§ PROBLEM TO SOLVE:
Write out the entries exactly, leaving out every picture.

Saved data entries:

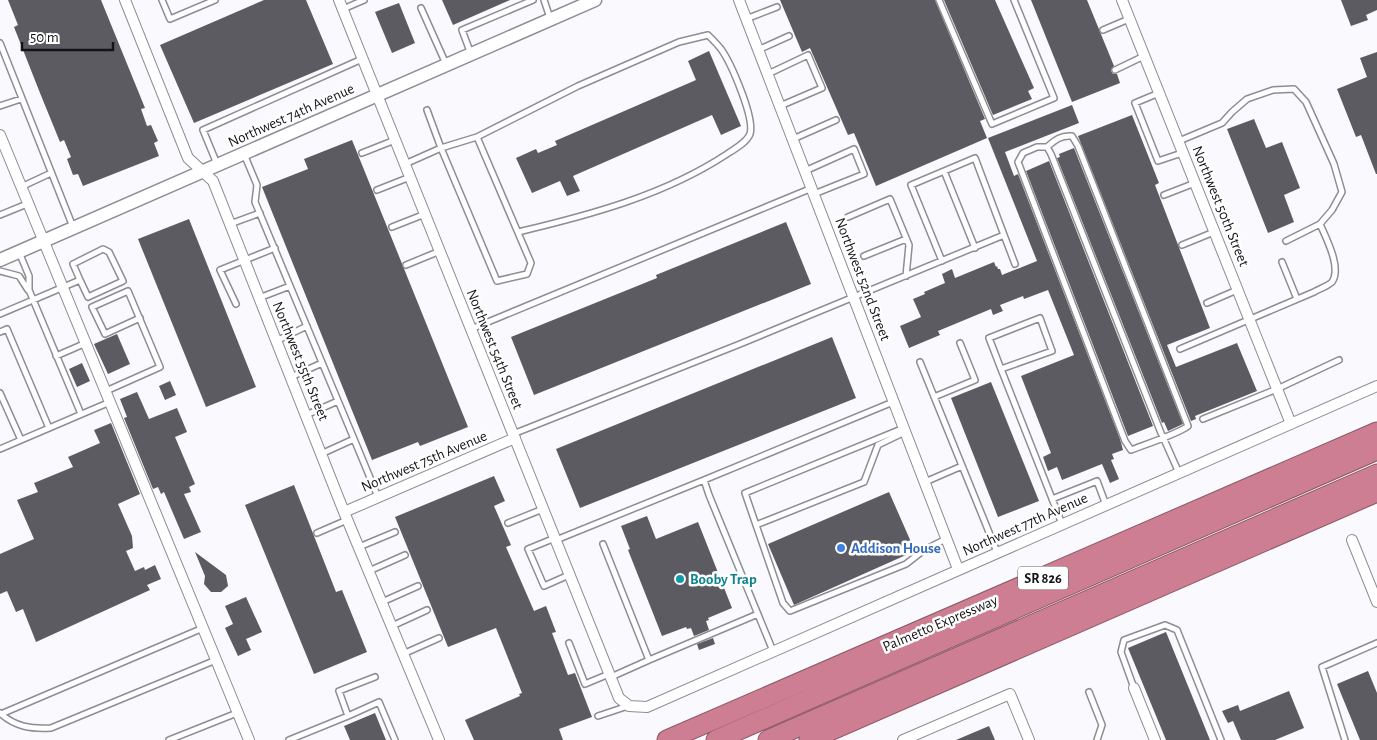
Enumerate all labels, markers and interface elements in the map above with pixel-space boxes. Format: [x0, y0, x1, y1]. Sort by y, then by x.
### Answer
scale bar [22, 20, 114, 52]
text: 50 m [30, 30, 59, 45]
street label: Northwest 74th Avenue [226, 81, 357, 150]
street label: Northwest 50th Street [1190, 144, 1252, 269]
street label: Northwest 52nd Street [832, 216, 893, 343]
street label: Northwest 54th Street [464, 287, 526, 411]
street label: Northwest 55th Street [270, 300, 331, 423]
street label: Northwest 75th Avenue [359, 428, 489, 495]
street label: Northwest 77th Avenue [960, 490, 1090, 559]
place label: Addison House [851, 541, 941, 556]
marker: Addison House [835, 542, 847, 554]
road number: SR 826 [1018, 566, 1068, 590]
place label: Booby Trap [690, 572, 757, 587]
marker: Booby Trap [674, 573, 686, 585]
street label: Palmetto Expressway [881, 592, 1000, 654]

§ ANSWER TO THE EXERCISE:
Enumerate all labels, markers and interface elements in the map above with pixel-space boxes. Format: [x0, y0, x1, y1]. Sort by y, then by x.
### Answer
scale bar [22, 20, 114, 52]
text: 50 m [30, 30, 59, 45]
street label: Northwest 74th Avenue [226, 81, 357, 150]
street label: Northwest 50th Street [1190, 144, 1252, 269]
street label: Northwest 52nd Street [832, 216, 893, 343]
street label: Northwest 54th Street [464, 287, 526, 411]
street label: Northwest 55th Street [270, 300, 331, 423]
street label: Northwest 75th Avenue [359, 428, 489, 495]
street label: Northwest 77th Avenue [960, 490, 1090, 559]
place label: Addison House [851, 541, 941, 556]
marker: Addison House [835, 542, 847, 554]
road number: SR 826 [1018, 566, 1068, 590]
place label: Booby Trap [690, 572, 757, 587]
marker: Booby Trap [674, 573, 686, 585]
street label: Palmetto Expressway [881, 592, 1000, 654]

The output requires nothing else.